Her new name is Hannah. Hannah Lichen. It sounds odd, and he can't really match that name with her face, but he'll get used to it. She writes. She loves it. She comes to Haven for inspiration for her new book and decides to stay for the Troubles. She can help with them in a hands-on way she's never been able to before, and she loves it. So she chooses to stay, like there was ever a choice. Like she could really stay any longer than some higher power, whatever makes her go away, wants her to.
He doesn't upset the balance. He doesn't tell her she's Audrey and Lucy and Sarah because, well, he's not sure why. He just doesn't.
She doesn't change his life so much this time. He wants her to. He's ready for her to. She has no reason to go to the police department when she's an author, and she thinks the police in this town are corrupt and don't want to help with the troubled or don't know, and he almost laughs because that's so not true. She still comes to him for information and likes him well enough, but they're never like they were before. She has new friends, ones in her own generation, but that doesn't stop him from being the one to tell her that their town needs a newspaper and he'll be happy to help out with it any way he can. She accepts; of course she does. She doesn't really have a choice.

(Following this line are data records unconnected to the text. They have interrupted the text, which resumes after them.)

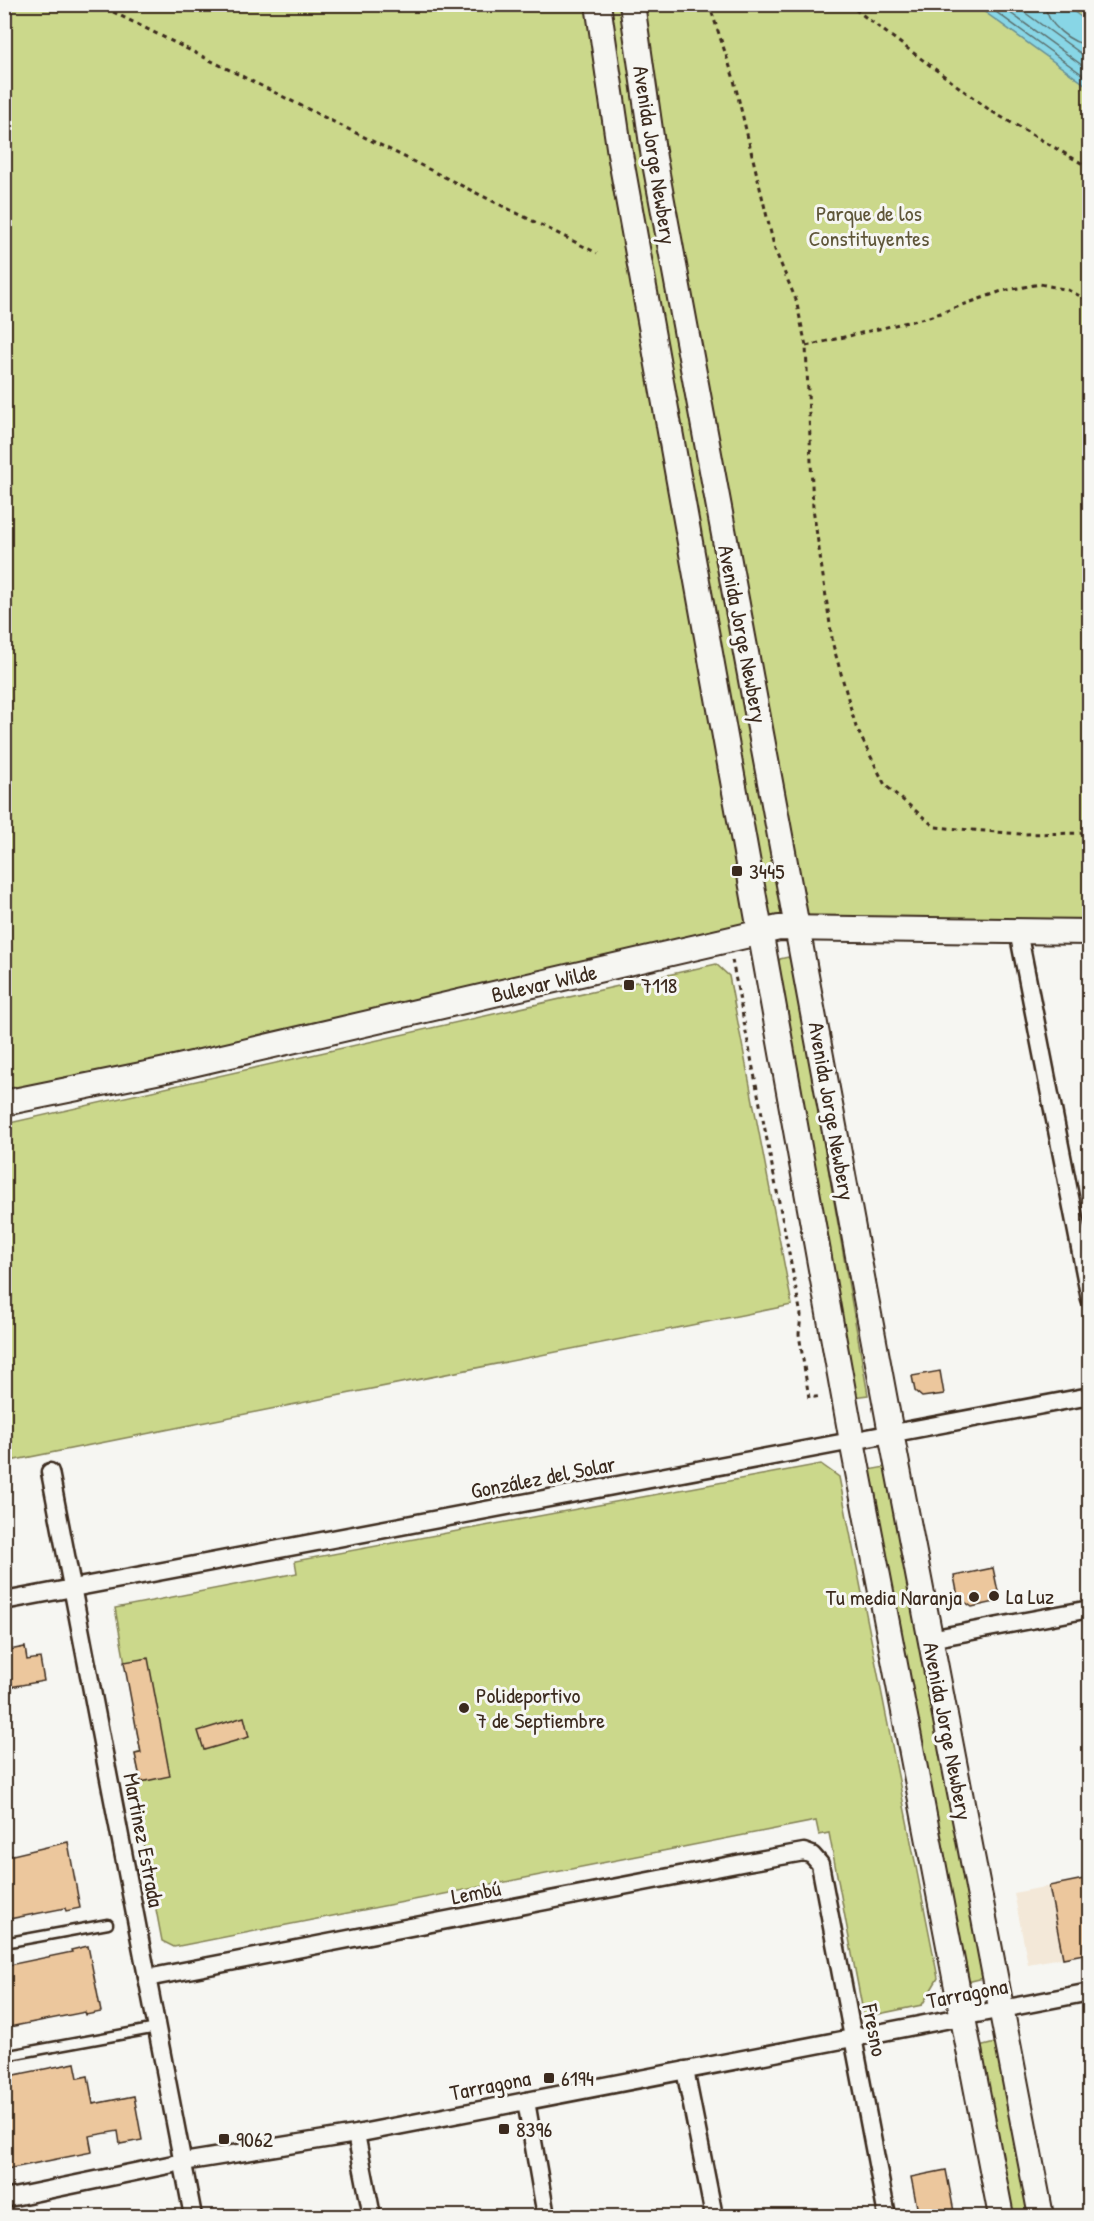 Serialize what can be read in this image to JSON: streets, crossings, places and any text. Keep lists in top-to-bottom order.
{
  "streets": {
    "main road": ["Avenida Jorge Newbery", "Bulevar Wilde"],
    "street": [
      "González del Solar",
      "Martinez Estrada",
      "Lembú",
      "Tarragona",
      "Fresno"
    ]
  },
  "crossings": [
    ["Avenida Jorge Newbery", "Bulevar Wilde"],
    ["Avenida Jorge Newbery", "González del Solar"],
    ["Avenida Jorge Newbery", "Tarragona"],
    ["González del Solar", "Martinez Estrada"],
    ["Martinez Estrada", "Lembú"],
    ["Martinez Estrada", "Tarragona"],
    ["Lembú", "Fresno"],
    ["Tarragona", "Fresno"]
  ],
  "parks": ["Parque de los Constituyentes"],
  "places": {
    "transit": [
      "3445",
      "7118",
      "6194",
      "8396",
      "9062"
    ],
    "other": ["La Luz", "Tu media Naranja", "Polideportivo 7 de Septiembre"]
  }
}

Her hair is shorter and black and wavy. Her eyes are stormy, the kind of eyes that change with the seasons and always tend to look more like the color of whatever shirt she's wearing. It's hard to accept her as his Audrey, but she isn't, so that's okay.
She's an orphan, but she grew up in New York instead of Ohio and has the accent to match. She thinks Audrey is her mother and keeps referring to her as that. He doesn't even know how she finds out she's not, but one day she does and she talks to him.
"Why didn't you tell me I had past lives?" she questions accusingly.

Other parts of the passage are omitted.